Bystander Interference

  • Kitty Genovese Case

    • It was estimated that 30 to 40 people in the apartment heard the scream. However, nobody came out to help Kitty.
  • Bystander Effect = The more people there are that could help, the less likely any will help.

  • Diffusion of Responsibility

    • Responsibility is diffused among the group.
    • Somebody is more capable.
    • Or, the distance of the victim also diffuses your feel of guilt.

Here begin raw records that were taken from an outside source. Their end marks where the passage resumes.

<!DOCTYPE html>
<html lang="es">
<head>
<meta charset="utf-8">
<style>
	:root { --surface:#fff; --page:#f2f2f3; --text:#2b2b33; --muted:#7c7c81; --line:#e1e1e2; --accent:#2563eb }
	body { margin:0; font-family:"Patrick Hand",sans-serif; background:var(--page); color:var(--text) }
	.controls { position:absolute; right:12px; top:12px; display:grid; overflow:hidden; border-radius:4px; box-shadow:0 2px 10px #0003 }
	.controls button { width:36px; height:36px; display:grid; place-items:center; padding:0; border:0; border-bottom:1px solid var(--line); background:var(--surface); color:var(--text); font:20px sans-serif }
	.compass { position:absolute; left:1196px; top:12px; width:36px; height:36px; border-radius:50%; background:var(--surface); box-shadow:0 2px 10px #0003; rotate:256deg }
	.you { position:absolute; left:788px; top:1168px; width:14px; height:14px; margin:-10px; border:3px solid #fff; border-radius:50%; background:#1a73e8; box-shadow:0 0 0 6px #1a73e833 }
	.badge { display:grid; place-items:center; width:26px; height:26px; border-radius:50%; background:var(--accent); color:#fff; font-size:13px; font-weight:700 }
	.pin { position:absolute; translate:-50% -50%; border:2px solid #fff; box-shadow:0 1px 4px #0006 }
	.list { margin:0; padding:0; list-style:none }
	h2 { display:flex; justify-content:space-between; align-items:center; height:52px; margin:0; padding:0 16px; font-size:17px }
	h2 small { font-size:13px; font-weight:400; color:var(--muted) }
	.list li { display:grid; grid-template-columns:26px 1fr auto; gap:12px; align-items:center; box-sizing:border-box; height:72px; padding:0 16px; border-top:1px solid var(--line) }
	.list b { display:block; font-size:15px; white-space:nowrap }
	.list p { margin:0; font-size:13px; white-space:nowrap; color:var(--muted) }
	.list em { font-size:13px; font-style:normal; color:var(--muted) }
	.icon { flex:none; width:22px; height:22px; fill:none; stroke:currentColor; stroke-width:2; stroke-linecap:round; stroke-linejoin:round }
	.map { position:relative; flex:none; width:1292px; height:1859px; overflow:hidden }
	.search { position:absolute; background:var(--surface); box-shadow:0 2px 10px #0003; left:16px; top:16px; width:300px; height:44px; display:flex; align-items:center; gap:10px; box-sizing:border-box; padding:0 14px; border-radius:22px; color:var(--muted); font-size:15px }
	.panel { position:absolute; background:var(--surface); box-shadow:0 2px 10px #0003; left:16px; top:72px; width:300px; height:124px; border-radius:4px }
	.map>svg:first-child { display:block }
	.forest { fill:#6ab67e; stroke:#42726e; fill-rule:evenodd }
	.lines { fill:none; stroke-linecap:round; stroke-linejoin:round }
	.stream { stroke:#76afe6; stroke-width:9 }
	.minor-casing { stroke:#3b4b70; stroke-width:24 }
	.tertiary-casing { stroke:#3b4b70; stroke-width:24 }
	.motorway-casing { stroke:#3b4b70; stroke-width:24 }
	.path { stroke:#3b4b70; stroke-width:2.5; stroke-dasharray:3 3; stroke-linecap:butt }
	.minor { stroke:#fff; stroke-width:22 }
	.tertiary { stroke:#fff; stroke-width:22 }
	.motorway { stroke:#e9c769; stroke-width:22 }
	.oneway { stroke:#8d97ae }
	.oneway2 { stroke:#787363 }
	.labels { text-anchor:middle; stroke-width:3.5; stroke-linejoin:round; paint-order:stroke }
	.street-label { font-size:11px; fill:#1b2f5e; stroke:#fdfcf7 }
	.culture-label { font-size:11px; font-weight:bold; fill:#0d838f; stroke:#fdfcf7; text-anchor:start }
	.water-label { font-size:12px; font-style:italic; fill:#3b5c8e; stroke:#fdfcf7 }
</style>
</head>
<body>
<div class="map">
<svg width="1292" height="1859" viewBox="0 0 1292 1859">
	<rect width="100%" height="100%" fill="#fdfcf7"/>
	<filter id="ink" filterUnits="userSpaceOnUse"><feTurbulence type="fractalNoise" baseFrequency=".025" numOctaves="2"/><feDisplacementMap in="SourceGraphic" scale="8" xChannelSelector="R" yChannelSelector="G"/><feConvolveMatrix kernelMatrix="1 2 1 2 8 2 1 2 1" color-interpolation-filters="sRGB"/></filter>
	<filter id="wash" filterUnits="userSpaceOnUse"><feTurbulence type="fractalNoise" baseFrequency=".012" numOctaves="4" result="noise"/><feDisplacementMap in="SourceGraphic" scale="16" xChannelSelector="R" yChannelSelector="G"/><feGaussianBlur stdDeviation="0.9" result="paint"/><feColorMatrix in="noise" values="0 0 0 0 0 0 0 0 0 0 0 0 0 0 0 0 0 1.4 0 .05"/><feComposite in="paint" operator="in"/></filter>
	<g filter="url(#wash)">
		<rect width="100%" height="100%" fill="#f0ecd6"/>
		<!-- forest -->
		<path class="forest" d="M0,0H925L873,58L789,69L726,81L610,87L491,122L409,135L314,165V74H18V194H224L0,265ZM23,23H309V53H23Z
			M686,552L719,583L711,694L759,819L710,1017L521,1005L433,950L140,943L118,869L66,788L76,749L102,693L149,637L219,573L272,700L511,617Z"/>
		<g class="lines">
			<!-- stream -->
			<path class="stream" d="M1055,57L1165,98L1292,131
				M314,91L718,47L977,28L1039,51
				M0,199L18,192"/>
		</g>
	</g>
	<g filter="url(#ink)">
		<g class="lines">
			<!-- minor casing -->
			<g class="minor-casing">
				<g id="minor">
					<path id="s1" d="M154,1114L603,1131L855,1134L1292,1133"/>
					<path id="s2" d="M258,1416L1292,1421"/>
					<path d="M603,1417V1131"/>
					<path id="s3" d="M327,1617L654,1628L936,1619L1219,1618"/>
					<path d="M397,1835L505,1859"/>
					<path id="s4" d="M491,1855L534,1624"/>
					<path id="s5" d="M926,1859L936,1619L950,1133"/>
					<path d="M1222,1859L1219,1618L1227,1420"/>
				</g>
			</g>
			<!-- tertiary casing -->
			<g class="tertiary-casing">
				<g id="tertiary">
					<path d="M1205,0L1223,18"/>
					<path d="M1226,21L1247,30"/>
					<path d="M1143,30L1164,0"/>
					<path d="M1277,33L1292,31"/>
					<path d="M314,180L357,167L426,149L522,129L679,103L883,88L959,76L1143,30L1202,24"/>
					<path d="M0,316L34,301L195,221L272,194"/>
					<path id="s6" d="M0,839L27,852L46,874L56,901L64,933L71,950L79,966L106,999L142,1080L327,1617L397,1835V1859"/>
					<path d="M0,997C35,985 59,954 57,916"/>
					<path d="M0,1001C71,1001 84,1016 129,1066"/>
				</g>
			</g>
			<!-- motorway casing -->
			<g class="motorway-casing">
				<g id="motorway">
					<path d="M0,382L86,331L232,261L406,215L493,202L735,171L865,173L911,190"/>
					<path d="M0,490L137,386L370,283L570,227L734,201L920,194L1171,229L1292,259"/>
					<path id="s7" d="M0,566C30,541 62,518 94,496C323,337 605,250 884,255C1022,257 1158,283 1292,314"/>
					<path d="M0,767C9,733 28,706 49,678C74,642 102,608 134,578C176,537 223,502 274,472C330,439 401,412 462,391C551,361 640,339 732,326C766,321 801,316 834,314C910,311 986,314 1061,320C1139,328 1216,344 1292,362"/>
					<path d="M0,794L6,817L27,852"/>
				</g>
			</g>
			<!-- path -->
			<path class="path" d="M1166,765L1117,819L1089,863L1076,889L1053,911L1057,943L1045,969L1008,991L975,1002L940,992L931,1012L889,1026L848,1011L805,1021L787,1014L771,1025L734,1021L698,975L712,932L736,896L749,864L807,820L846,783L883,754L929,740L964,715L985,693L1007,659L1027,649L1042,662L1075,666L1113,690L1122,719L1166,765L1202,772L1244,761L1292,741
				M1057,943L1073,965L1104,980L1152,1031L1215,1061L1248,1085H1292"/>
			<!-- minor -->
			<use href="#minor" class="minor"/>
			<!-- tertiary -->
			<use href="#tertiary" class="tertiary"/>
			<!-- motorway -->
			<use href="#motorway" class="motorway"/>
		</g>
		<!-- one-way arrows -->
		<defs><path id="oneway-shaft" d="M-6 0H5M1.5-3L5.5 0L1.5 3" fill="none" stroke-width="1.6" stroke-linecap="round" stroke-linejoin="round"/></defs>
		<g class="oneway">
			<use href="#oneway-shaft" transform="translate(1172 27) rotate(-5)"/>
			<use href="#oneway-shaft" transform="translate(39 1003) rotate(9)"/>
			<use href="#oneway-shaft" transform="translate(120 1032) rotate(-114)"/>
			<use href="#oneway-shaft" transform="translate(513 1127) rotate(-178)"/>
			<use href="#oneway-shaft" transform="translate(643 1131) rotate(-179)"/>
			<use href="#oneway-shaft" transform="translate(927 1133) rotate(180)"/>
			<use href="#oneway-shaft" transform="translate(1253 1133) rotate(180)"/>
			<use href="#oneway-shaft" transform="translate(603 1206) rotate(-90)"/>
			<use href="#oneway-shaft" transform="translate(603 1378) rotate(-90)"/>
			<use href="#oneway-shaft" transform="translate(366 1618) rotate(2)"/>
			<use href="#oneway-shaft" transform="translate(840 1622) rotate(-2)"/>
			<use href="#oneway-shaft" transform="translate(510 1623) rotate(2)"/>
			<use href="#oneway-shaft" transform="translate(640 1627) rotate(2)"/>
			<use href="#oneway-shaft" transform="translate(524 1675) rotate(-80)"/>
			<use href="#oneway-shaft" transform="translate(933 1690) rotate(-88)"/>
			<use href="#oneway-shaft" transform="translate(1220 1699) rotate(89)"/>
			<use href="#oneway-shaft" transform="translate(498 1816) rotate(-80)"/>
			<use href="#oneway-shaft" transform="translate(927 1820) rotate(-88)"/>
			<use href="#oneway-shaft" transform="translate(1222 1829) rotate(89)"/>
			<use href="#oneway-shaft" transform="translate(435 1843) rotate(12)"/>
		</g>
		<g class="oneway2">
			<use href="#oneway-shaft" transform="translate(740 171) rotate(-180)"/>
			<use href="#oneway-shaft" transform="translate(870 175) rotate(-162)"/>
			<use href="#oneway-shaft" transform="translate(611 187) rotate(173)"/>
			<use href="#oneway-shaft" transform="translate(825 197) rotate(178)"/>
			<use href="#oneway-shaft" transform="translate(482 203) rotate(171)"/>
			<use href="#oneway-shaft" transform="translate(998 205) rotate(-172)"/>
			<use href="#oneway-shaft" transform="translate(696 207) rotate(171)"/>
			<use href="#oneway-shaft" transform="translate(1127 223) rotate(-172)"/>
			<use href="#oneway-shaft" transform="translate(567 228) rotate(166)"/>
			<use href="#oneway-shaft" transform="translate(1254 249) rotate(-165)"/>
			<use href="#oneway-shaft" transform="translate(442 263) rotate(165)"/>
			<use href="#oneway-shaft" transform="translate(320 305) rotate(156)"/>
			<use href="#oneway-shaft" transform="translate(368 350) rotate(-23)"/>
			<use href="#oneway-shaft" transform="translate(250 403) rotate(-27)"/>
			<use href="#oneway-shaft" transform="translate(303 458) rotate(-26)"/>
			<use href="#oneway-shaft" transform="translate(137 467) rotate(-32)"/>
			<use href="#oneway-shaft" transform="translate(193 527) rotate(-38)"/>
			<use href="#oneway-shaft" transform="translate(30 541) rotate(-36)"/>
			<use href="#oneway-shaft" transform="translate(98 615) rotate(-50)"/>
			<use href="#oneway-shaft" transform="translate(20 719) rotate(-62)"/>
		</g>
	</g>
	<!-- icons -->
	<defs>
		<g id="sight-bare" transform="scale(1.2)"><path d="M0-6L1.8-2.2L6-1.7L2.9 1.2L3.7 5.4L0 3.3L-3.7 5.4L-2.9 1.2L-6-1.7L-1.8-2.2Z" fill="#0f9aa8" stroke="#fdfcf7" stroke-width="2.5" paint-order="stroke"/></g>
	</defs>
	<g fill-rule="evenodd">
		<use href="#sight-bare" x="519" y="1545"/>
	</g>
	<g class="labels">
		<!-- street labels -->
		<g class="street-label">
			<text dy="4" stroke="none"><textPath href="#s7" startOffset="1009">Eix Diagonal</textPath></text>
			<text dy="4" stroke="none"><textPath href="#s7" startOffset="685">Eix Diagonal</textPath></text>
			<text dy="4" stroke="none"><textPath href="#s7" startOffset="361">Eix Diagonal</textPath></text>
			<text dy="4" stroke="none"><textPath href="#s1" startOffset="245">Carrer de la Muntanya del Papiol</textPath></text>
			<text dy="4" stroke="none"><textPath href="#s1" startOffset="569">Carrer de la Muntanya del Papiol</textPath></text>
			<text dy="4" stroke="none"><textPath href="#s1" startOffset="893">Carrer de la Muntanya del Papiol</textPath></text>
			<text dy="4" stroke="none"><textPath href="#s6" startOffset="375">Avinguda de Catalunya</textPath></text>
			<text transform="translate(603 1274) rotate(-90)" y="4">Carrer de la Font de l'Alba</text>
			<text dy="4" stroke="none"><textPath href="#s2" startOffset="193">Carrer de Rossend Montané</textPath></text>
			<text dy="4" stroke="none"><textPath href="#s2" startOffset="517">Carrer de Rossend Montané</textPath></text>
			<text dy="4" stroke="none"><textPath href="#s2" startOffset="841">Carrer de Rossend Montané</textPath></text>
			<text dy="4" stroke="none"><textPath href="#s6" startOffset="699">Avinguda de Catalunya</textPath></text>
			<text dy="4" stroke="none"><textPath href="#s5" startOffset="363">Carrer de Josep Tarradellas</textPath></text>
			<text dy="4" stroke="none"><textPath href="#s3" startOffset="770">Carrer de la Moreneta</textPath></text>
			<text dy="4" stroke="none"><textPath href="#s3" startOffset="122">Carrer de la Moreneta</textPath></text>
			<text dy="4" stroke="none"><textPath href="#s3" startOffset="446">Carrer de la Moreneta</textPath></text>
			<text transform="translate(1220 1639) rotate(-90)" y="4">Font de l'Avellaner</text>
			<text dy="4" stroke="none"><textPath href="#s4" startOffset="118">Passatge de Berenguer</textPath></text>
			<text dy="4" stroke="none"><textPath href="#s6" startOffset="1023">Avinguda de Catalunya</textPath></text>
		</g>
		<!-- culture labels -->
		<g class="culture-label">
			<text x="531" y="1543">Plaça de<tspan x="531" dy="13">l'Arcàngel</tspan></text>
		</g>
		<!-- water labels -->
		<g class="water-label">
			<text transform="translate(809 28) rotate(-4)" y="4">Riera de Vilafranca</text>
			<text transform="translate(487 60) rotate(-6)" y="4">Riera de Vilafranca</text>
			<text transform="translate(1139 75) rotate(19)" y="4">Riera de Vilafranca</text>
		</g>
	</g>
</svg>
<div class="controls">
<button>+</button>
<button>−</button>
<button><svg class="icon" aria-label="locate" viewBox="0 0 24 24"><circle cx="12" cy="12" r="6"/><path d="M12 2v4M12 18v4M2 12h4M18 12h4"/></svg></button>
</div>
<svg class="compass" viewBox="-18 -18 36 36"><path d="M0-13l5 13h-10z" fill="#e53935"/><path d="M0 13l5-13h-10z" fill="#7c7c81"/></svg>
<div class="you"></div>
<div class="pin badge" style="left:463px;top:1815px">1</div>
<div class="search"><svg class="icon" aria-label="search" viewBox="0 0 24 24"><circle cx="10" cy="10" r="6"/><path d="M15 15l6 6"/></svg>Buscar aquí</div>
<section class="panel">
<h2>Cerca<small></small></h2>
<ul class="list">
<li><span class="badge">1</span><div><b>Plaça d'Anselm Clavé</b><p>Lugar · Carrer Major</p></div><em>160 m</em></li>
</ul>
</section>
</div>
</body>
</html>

Schema, Stereotypes and Prejudice

  • Generalization and Discrimination; Sometimes this could be applied to people…
  • Schema = the cognitive script that we follow when entering into a familiar or similar situation
  • Indirect experience

Competition, Ignorance, Fear and Prejudice

  • In-groups and out-groups
  • Robber’s Cave Experiment by Muzafer Sherif
    • Similar kids were randomly assigned into two groups
    • Stage 1: Create in-group identities such as names, flags, in-group activities.
    • Stage 2: Add in cross-group competition.
    • Prejudice emerges! Kids rate very positively to their in-groups, but act prejudicial to the out-groups.
    • Stage 3: Have groups join forces to defeat a “common enemy”.
    • At this point, the bias decreased. Kids know each other more.
  • Basis of prejudice: lack of knowledge.

Attraction

  • First impression matters. Positive adjectives first or negative ones first? The first words set the tone!
  • Animals don’t have sense of attraction based on beauty. They do so based on heat and odor.
  • In human world, long-term relation must be formed in order to raise off-springs.
  • Humans like averaged (symmetrical) face. Average is Beautiful! We’re attracted by symmetry.
  • Large pupils are attractive. Interest increases the size of the pupil. We like people who like us.
  • Waist to Hip Rate = 7/10. Which is related to less health problems, and higher survival rate in child birth, more likely to give birth to healthy and more children.